(Data extracts)
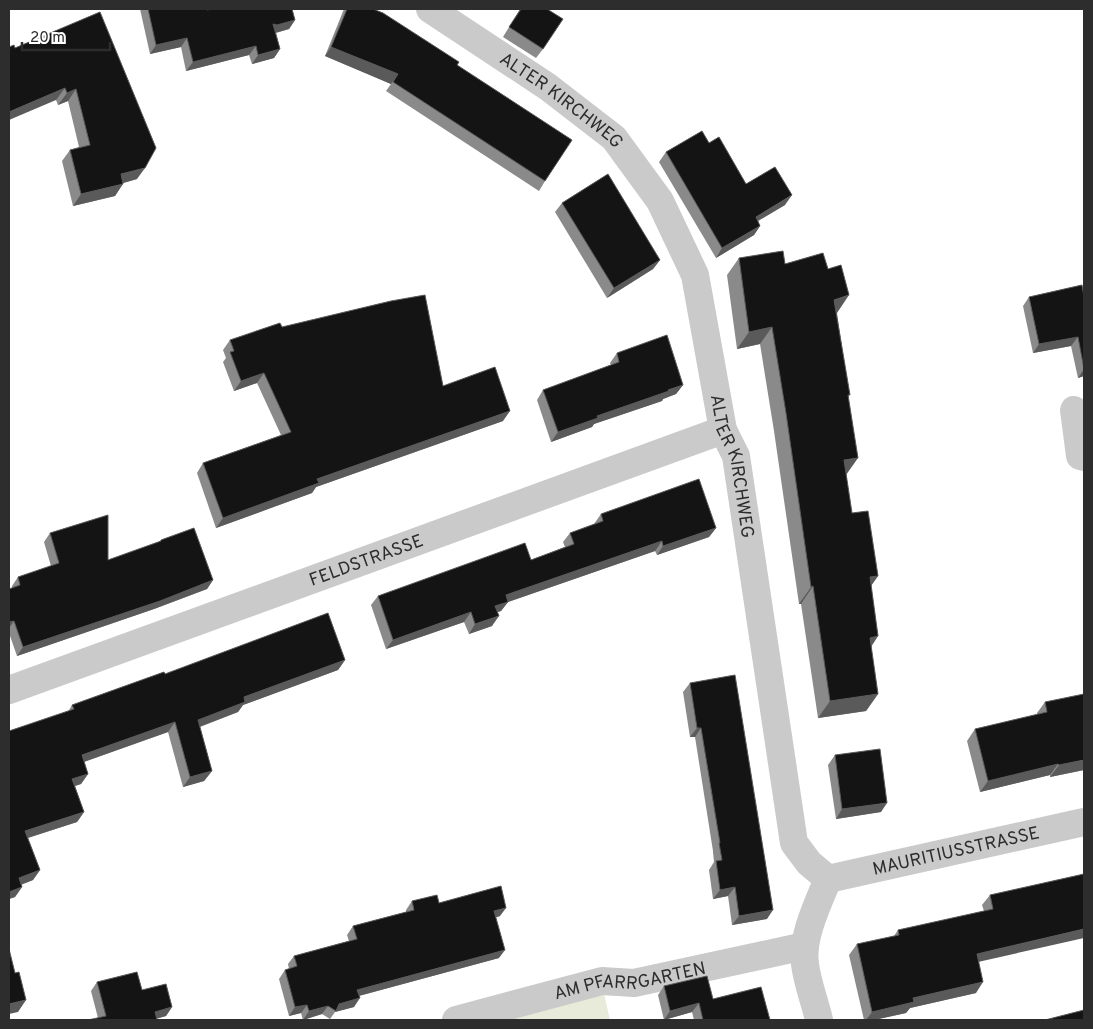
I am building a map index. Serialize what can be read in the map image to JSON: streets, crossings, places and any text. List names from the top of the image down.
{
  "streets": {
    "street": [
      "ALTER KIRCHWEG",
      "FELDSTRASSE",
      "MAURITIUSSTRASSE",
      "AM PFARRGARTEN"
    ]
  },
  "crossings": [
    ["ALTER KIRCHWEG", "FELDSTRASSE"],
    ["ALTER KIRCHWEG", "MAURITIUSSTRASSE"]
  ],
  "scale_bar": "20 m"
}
(End Data extracts)
**Assigned task:** Would you print all of the material exactly as written, minus the pictures?

**Output:**
I am building a map index. Serialize what can be read in the map image to JSON: streets, crossings, places and any text. List names from the top of the image down.
{
  "streets": {
    "street": [
      "ALTER KIRCHWEG",
      "FELDSTRASSE",
      "MAURITIUSSTRASSE",
      "AM PFARRGARTEN"
    ]
  },
  "crossings": [
    ["ALTER KIRCHWEG", "FELDSTRASSE"],
    ["ALTER KIRCHWEG", "MAURITIUSSTRASSE"]
  ],
  "scale_bar": "20 m"
}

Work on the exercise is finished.